### Author Topic: Digital Pot or Digital Regulator  (Read 2230 times)

##### Digital Pot or Digital Regulator
« on: December 19, 2014, 03:37:00 AM »
I am looking for a way to take 18V and digitally regulate it between 6 and 16V. My original idea was to use an arduino to control a digital pot in an LM317 regulator circuit but most digital pots I find have a small wiper current. I need at least 0.5A to be safe.
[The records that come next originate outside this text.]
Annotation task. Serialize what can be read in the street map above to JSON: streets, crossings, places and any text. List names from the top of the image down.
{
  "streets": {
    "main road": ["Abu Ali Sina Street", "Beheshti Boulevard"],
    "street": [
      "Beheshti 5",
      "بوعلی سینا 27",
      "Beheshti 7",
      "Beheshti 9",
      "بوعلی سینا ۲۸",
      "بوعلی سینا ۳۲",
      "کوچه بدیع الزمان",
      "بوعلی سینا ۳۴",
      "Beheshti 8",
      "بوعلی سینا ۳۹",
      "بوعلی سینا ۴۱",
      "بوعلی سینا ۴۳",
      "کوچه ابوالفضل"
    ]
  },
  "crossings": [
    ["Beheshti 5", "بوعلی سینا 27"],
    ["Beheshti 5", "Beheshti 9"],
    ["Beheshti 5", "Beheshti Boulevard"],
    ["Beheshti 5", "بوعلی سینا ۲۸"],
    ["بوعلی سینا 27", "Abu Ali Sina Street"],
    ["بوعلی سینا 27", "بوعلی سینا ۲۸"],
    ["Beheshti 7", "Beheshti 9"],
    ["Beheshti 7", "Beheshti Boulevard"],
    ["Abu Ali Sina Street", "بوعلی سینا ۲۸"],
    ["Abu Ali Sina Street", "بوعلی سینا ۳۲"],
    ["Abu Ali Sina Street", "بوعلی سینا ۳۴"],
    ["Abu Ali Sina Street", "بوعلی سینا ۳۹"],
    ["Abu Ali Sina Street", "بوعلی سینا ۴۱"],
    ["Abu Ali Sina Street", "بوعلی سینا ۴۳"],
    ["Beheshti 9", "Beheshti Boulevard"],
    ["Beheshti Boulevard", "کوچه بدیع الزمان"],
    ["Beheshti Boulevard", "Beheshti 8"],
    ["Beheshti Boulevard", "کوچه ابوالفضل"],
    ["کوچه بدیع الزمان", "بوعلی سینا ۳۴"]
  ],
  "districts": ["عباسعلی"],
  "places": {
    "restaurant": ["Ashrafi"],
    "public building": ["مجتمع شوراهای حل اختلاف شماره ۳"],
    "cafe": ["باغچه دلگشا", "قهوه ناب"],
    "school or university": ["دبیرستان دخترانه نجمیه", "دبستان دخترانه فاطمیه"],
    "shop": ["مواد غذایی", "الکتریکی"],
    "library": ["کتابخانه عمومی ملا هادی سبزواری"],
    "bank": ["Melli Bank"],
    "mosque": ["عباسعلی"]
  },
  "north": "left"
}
Any recommendations on a digital regulator?

#### Digital Larry

##### Re: Digital Pot or Digital Regulator
« Reply #1 on: December 19, 2014, 11:02:37 AM »
Not that I've done this or anything, but I'd be tempted to try using a DAC output with a pass transistor to handle the extra current.  Since your DAC output is probably going to be below 5 volts you'd need an opamp running on the higher voltage and maybe some precision resistors to give you the right amount of voltage gain.

Google around to see if you can find anything like this.  I tried it but it was mostly articles talking about using regulated power supplies for audio DACs.
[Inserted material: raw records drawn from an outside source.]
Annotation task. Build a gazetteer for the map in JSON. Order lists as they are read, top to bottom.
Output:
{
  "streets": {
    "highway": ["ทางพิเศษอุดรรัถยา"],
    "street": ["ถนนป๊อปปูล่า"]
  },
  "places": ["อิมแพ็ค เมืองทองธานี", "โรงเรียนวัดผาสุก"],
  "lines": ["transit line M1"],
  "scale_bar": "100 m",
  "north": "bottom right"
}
This is what I would call an "intermediate" project because you'll need to consider many things like the low current gain for power transistors, etc. and there are probably more things that could make it go south than I can think of.  Perhaps one of the more analog oriented brainiacs will chime in.
Digital Larry
DSP tinkerer and former transistor twister

#### g_u_e_s_t

##### Re: Digital Pot or Digital Regulator
« Reply #2 on: December 19, 2014, 01:40:58 PM »
the digital pot should work, you just need to get a nice high voltage one.  the AD5290 datasheet even shows an example of using the digital pot as a controllable powersupply.  the current going out the regulator can be up to 0.5A, but the current through the pot needs to be limited to 1mA or so.  if you use a 1k resistor between the output and the adjust pin, that should limit the max current to 1.2mA.  with a 10k pot in series with a 4.7k resistor, you would be able to swing the output voltage from 5.9V to 15.9V.

i keep thinking there must be some LED or motor controller chip that does this, but most of them are PWM, so not so great for keeping a nice DC voltage.

building your own high current DAC is also a good way to go, but might be more complicated.  you could use the PWM out of the arduino, lowpass it with a resistor and capacitor, and send it to an opamp to be ampified.  this could either be an opamp with a high power transistor in the feedback loop, or maybe an LM386 or other speaker driver amp would work.